Far from any Marivaux-like literary flourishes, this production brings us words spoken in a direct, unflinching way on the subject of the marital dispute, the premonition of the break-up. Given that they are the ones best placed to talk about it – though rarely listened to – the director Mohamed El Khatib invites children of parents who have split up to take to the stage and give their own points of view.

The real has always played the leading role in the works of Mohamed El Khatib. Considering no area of investigation out of limits to him, he prefers experience to expertise, source to digression, and personal account to professional analysis. Thus, a far car away from the alarming picture painted by psychologists, jurists, and sociologists in relation to the effects of divorce on the lives of children, he met, over the course of several months, around one hundred children aged 8 years old, of different origins. Right in the middle this tearing apart, how are they affected by the decision of their parents? What words do they put to this crucial event occurring in the early stages of their lives?
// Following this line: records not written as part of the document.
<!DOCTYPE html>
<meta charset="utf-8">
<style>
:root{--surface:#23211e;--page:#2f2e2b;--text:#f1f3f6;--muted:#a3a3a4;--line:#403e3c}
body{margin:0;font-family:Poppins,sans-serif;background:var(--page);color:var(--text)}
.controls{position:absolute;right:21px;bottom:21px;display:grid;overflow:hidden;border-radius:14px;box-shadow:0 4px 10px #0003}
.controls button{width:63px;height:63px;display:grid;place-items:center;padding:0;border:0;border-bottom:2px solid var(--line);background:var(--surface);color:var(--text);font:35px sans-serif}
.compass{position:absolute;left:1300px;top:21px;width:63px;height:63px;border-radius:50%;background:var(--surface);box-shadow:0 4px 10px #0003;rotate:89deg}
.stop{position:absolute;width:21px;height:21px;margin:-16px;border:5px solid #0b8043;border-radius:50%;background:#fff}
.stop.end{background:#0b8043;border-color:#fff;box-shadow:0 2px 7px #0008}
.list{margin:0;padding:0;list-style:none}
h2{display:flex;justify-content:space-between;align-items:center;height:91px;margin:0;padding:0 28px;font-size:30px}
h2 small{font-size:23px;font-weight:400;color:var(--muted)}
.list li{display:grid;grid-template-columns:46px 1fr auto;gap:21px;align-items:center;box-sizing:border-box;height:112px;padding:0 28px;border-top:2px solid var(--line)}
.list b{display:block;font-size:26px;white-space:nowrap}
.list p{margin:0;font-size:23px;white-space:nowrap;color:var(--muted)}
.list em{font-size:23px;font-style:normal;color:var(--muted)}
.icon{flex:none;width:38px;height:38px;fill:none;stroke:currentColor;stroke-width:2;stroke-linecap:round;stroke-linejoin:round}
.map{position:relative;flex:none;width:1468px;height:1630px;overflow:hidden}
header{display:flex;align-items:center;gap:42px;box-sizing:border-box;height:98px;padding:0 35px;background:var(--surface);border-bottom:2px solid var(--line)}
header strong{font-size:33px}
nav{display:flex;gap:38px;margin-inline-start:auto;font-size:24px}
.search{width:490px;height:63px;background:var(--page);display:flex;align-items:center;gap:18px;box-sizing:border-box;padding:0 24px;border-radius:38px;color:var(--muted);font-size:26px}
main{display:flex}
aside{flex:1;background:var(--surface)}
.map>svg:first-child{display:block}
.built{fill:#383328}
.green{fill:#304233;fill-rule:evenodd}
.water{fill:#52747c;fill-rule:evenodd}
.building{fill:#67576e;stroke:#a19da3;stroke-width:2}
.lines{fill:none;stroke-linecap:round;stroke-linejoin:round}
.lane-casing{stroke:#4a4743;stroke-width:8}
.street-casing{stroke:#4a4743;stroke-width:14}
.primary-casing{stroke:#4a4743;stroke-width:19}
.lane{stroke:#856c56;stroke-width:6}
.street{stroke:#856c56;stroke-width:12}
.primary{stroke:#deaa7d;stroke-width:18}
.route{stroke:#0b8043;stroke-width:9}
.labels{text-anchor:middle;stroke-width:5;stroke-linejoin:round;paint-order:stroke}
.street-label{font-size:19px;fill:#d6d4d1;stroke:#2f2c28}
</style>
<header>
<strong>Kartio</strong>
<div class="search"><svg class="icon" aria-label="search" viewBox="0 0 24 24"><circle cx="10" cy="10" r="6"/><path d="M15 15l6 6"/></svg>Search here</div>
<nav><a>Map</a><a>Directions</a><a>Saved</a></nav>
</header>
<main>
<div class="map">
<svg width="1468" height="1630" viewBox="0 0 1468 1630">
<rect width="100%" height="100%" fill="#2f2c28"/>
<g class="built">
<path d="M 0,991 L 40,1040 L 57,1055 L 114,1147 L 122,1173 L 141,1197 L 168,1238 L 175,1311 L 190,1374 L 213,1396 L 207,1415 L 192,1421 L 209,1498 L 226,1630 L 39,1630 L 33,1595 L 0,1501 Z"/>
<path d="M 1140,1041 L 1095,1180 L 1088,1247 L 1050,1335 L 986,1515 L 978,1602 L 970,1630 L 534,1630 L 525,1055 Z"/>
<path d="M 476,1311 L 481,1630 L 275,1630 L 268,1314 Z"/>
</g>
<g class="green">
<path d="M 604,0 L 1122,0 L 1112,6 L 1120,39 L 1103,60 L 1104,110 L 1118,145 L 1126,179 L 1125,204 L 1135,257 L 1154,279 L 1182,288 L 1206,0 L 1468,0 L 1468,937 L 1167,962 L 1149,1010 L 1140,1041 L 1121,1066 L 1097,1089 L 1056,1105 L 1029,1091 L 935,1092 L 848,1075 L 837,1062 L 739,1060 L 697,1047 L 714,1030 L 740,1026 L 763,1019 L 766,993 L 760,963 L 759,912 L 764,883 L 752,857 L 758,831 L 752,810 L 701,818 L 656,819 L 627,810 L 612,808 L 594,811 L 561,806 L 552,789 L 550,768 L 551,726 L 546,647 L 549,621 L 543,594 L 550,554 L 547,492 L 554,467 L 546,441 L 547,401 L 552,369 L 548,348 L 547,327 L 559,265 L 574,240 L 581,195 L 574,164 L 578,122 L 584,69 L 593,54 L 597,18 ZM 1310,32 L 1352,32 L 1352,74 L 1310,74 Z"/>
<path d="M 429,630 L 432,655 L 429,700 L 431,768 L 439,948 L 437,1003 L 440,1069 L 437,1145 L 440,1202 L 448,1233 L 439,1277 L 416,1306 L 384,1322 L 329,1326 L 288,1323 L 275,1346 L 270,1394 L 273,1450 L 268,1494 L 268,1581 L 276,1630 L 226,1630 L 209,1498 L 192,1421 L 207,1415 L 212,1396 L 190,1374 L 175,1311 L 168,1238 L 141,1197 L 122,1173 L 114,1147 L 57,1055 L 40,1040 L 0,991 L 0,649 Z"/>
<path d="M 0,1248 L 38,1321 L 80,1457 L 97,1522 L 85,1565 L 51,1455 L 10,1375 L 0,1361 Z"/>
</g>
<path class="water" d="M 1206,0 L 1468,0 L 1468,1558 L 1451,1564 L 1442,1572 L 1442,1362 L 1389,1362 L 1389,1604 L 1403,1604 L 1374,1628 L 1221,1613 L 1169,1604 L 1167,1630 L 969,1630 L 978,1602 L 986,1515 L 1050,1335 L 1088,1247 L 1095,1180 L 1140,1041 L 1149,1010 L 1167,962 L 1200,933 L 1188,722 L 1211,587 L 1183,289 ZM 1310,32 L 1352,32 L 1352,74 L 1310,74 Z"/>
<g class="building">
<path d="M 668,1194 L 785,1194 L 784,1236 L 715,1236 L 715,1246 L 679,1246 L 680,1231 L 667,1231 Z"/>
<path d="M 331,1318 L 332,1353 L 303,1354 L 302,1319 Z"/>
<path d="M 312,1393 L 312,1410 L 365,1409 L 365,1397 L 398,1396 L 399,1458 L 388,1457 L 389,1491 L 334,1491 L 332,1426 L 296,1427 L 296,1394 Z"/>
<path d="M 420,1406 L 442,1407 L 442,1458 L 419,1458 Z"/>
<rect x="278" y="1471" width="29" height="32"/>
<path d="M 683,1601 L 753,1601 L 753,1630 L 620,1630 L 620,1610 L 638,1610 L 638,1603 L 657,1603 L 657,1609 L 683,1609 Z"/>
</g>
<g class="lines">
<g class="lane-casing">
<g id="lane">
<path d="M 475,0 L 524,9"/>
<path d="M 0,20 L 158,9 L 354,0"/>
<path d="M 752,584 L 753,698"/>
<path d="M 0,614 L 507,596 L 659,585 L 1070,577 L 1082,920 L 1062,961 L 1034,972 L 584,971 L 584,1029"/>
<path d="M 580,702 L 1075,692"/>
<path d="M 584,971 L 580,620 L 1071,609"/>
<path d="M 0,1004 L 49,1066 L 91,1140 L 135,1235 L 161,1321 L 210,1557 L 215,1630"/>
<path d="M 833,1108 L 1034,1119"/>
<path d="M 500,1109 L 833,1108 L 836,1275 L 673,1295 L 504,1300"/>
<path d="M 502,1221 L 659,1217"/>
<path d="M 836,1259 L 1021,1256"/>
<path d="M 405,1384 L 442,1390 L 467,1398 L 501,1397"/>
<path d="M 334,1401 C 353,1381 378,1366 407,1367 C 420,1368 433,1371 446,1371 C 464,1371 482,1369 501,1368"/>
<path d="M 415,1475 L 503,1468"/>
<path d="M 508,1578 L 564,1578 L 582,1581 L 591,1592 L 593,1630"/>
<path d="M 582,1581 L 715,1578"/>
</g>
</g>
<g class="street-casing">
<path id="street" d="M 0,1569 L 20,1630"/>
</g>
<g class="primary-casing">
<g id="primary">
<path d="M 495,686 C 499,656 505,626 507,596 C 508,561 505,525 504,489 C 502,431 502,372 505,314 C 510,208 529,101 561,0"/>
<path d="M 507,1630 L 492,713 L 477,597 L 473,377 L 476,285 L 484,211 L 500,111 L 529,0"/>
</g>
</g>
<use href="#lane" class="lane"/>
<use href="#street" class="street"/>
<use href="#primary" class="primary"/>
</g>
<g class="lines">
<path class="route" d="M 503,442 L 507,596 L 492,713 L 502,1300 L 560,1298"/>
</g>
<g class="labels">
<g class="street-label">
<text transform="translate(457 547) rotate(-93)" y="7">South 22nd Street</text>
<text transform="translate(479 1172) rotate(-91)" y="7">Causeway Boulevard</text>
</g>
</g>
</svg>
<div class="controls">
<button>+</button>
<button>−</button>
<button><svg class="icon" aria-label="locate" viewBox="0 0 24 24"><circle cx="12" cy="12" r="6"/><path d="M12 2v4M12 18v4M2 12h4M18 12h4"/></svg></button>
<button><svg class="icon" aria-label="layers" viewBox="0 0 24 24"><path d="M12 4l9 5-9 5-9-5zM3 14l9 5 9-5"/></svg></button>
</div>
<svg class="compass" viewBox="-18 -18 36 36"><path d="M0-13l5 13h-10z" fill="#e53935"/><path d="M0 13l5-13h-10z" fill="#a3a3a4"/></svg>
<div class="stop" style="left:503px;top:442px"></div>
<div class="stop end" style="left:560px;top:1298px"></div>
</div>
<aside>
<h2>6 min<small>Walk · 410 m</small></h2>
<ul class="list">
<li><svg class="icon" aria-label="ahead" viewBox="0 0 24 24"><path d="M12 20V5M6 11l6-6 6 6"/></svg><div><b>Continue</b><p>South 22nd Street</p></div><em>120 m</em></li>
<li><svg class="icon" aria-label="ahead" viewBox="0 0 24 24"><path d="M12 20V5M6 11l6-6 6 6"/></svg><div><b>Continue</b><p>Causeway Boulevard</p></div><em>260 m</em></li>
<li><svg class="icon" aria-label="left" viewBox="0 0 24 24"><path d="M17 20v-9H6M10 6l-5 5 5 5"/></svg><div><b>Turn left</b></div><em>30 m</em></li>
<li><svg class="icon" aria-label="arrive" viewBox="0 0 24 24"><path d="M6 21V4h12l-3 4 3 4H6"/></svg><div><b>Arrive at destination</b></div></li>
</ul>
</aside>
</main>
How do they view this breaking of a sentimental engagement that they always thought was unconditional? Did they guess it was going to happen? Had they taken sides? Caught up in the ruins of this doubling up of the family unit, how do they, themselves, rebuild their lives? What questions had they always dreamt of asking their parents? This latest fiction by Mohamed El Khatib, written through the prism of childhood, treads a delicate path between audacity and discretion, emotion and mischievousness, and offers us a unique insight into a universal subject in society.